**Task instructions**
Below are the records; collect from them each line containing the string "JSON".

**Listed entries**
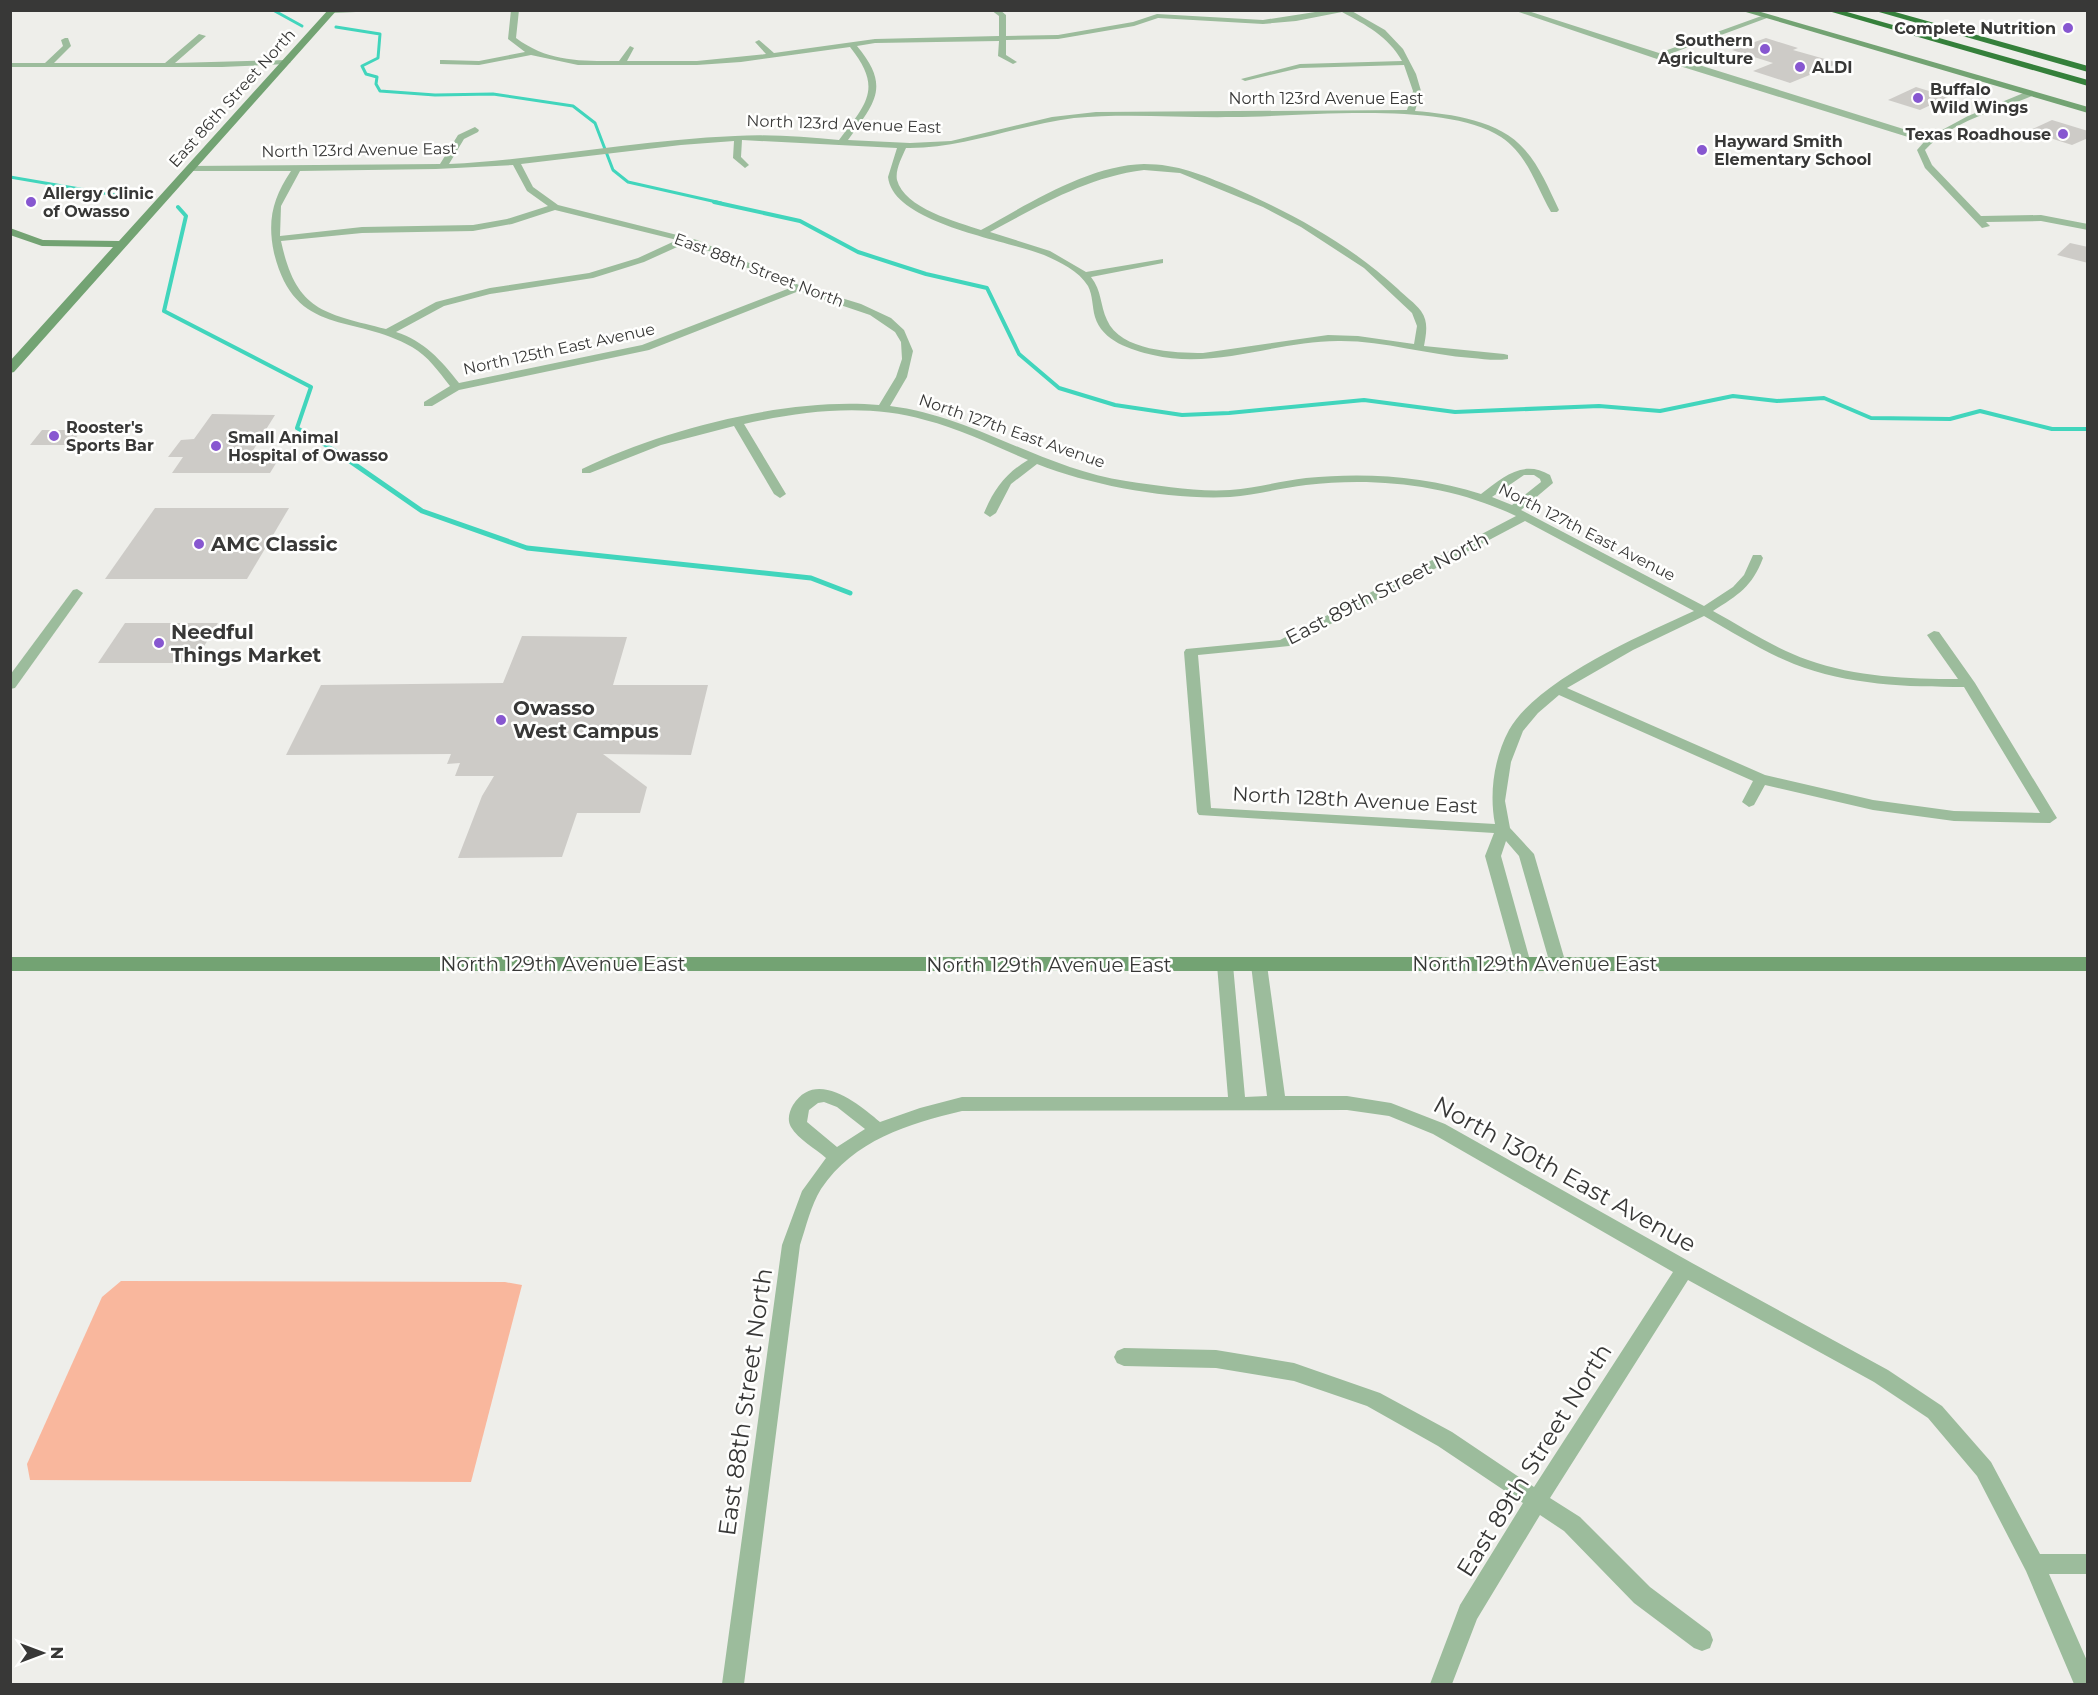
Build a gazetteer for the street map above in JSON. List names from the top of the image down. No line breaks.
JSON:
{"streets":{"main road":["East 86th Street North","North 129th Avenue East"],"street":["North 123rd Avenue East","East 88th Street North","North 125th East Avenue","North 127th East Avenue","East 89th Street North","North 128th Avenue East","North 130th East Avenue"]},"crossings":[["East 86th Street North","North 123rd Avenue East"],["North 123rd Avenue East","East 88th Street North"],["East 88th Street North","North 125th East Avenue"],["East 88th Street North","North 127th East Avenue"],["East 88th Street North","North 130th East Avenue"],["North 127th East Avenue","East 89th Street North"],["East 89th Street North","North 128th Avenue East"],["East 89th Street North","North 130th East Avenue"]],"places":["Complete Nutrition","Southern Agriculture","ALDI","Buffalo Wild Wings","Texas Roadhouse","Hayward Smith Elementary School","Allergy Clinic of Owasso","Rooster's Sports Bar","Small Animal Hospital of Owasso","AMC Classic","Needful Things Market","Owasso West Campus"],"north":"right"}
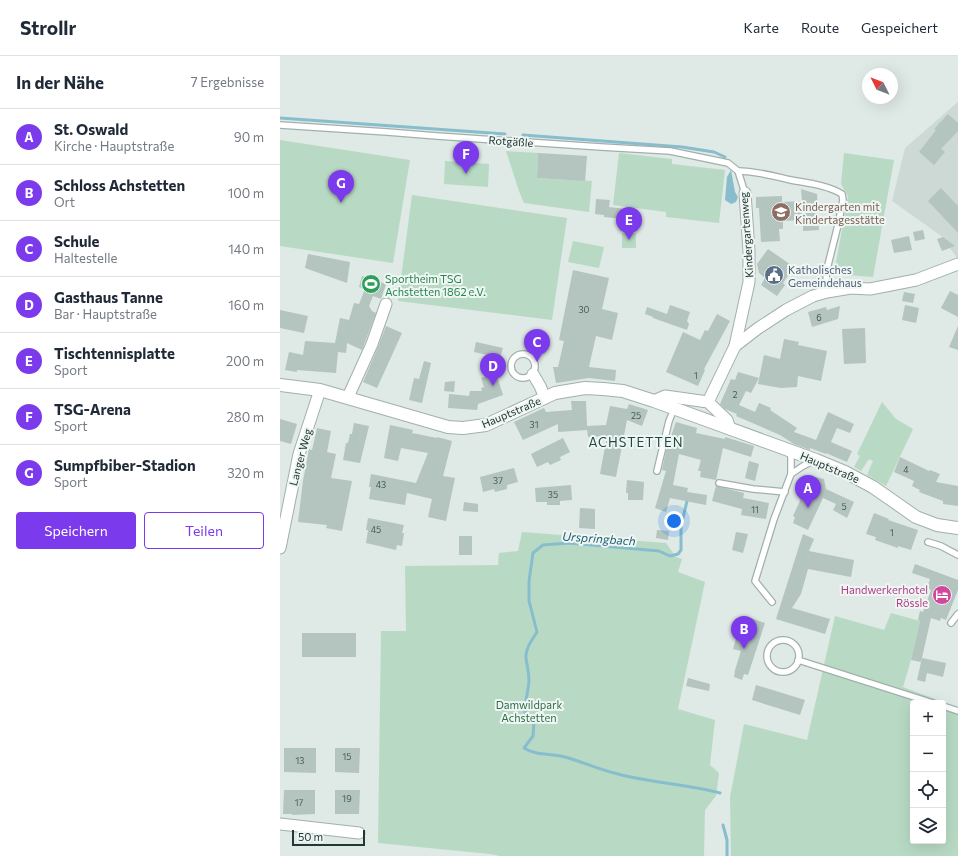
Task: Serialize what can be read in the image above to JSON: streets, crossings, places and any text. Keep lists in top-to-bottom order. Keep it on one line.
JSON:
{"streets":{"street":["Kindergartenweg","Hauptstraße","Langer Weg"],"lane":["Rotgäßle"]},"crossings":[["Rotgäßle","Kindergartenweg"],["Hauptstraße","Langer Weg"]],"districts":["ACHSTETTEN"],"water":["Urspringbach"],"parks":["Damwildpark Achstetten"],"places":{"school or university":["Kindergarten mit Kindertagesstätte"],"public building":["Katholisches Gemeindehaus"],"sports":["Sportheim TSG Achstetten 1862 e.V."],"hotel":["Handwerkerhotel Rössle"]},"house_numbers":["30","6","1","2","25","31","4","37","43","35","5","11","45","1","15","13","19","17"],"scale_bar":"50 m","north":"top left","page":{"header":"Strollr","nav":["Karte","Route","Gespeichert"],"heading":["In der Nähe","7 Ergebnisse"],"list":[{"mark":"A","name":"St. Oswald","note":"Kirche · Hauptstraße","value":"90 m"},{"mark":"B","name":"Schloss Achstetten","note":"Ort","value":"100 m"},{"mark":"C","name":"Schule","note":"Haltestelle","value":"140 m"},{"mark":"D","name":"Gasthaus Tanne","note":"Bar · Hauptstraße","value":"160 m"},{"mark":"E","name":"Tischtennisplatte","note":"Sport","value":"200 m"},{"mark":"F","name":"TSG-Arena","note":"Sport","value":"280 m"},{"mark":"G","name":"Sumpfbiber-Stadion","note":"Sport","value":"320 m"}],"pins":["F","G","E","C","D","A","B"],"buttons":["Speichern","Teilen"],"map_buttons":["+","−"],"scale":"50 m"}}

**Expected output**
Build a gazetteer for the street map above in JSON. List names from the top of the image down. No line breaks.
JSON:
Task: Serialize what can be read in the image above to JSON: streets, crossings, places and any text. Keep lists in top-to-bottom order. Keep it on one line.
JSON:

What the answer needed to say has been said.